After Socrates has given this specimen of his own mode of instruction, the two brothers recommence their exhortation to virtue, which is of quite another sort.
‘You want Cleinias to be wise?’ ‘Yes.’ ‘And he is not wise yet?’ ‘No.’ ‘Then you want him to be what he is not, and not to be what he is? — not to be — that is, to perish. Pretty lovers and friends you must all be!’

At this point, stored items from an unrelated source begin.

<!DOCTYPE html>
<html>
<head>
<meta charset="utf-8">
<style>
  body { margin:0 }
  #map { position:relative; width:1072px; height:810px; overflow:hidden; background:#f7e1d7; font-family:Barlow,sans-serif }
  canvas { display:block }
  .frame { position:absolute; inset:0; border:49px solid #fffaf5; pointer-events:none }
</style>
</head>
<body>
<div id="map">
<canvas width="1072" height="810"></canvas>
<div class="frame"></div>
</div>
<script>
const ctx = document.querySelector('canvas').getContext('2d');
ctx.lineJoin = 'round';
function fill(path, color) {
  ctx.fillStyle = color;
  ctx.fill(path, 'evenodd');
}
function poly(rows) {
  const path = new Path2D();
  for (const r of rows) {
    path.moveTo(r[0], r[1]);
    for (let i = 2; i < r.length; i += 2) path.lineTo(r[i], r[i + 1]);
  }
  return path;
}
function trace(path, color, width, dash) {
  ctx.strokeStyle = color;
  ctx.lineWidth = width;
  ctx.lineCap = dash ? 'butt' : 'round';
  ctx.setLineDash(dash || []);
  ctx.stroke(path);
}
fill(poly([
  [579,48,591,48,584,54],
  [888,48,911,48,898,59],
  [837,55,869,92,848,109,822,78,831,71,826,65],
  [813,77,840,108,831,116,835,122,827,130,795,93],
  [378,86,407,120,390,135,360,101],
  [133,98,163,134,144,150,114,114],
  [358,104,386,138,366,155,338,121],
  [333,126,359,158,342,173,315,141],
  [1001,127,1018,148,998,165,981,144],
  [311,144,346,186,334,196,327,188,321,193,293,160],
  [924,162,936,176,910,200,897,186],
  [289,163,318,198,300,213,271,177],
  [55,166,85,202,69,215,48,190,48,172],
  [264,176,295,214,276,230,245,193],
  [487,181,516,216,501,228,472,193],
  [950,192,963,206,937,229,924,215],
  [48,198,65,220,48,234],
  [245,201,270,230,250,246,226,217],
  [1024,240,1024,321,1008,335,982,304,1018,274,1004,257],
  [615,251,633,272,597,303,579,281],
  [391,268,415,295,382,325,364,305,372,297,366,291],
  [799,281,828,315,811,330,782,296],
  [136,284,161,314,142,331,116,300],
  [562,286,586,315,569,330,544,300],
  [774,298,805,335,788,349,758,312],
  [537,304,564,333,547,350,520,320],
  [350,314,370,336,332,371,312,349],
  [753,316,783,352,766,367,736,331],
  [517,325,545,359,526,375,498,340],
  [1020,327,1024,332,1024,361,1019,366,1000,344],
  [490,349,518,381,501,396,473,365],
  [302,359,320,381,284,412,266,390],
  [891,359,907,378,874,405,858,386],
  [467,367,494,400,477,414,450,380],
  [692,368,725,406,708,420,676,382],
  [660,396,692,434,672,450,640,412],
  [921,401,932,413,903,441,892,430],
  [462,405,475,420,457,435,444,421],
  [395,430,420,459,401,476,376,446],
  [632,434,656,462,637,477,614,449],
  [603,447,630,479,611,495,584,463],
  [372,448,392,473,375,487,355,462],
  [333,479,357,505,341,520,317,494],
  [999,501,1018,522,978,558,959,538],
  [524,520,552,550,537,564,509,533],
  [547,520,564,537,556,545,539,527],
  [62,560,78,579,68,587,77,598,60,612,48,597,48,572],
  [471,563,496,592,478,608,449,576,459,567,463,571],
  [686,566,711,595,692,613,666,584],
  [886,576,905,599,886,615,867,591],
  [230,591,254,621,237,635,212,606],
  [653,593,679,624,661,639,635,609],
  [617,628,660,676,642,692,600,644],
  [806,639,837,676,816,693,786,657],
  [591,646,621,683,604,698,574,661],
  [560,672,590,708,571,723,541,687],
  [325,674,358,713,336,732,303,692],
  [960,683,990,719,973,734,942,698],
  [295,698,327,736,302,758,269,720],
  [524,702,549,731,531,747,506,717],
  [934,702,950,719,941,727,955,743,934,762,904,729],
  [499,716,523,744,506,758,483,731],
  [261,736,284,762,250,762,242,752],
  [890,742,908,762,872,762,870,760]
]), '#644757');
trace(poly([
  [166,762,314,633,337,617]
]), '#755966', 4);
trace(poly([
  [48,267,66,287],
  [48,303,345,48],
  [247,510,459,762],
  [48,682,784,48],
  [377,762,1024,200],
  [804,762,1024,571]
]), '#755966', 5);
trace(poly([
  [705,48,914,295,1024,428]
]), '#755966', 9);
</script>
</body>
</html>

Here Ctesippus, the lover of Cleinias, interposes in great excitement, thinking that he will teach the two Sophists a lesson of good manners. But he is quickly entangled in the meshes of their sophistry; and as a storm seems to be gathering Socrates pacifies him with a joke, and Ctesippus then says that he is not reviling the two Sophists, he is only contradicting them. ‘But,’ says Dionysodorus, ‘there is no such thing as contradiction. When you and I describe the same thing, or you describe one thing and I describe another, how can there be a contradiction?’ Ctesippus is unable to reply.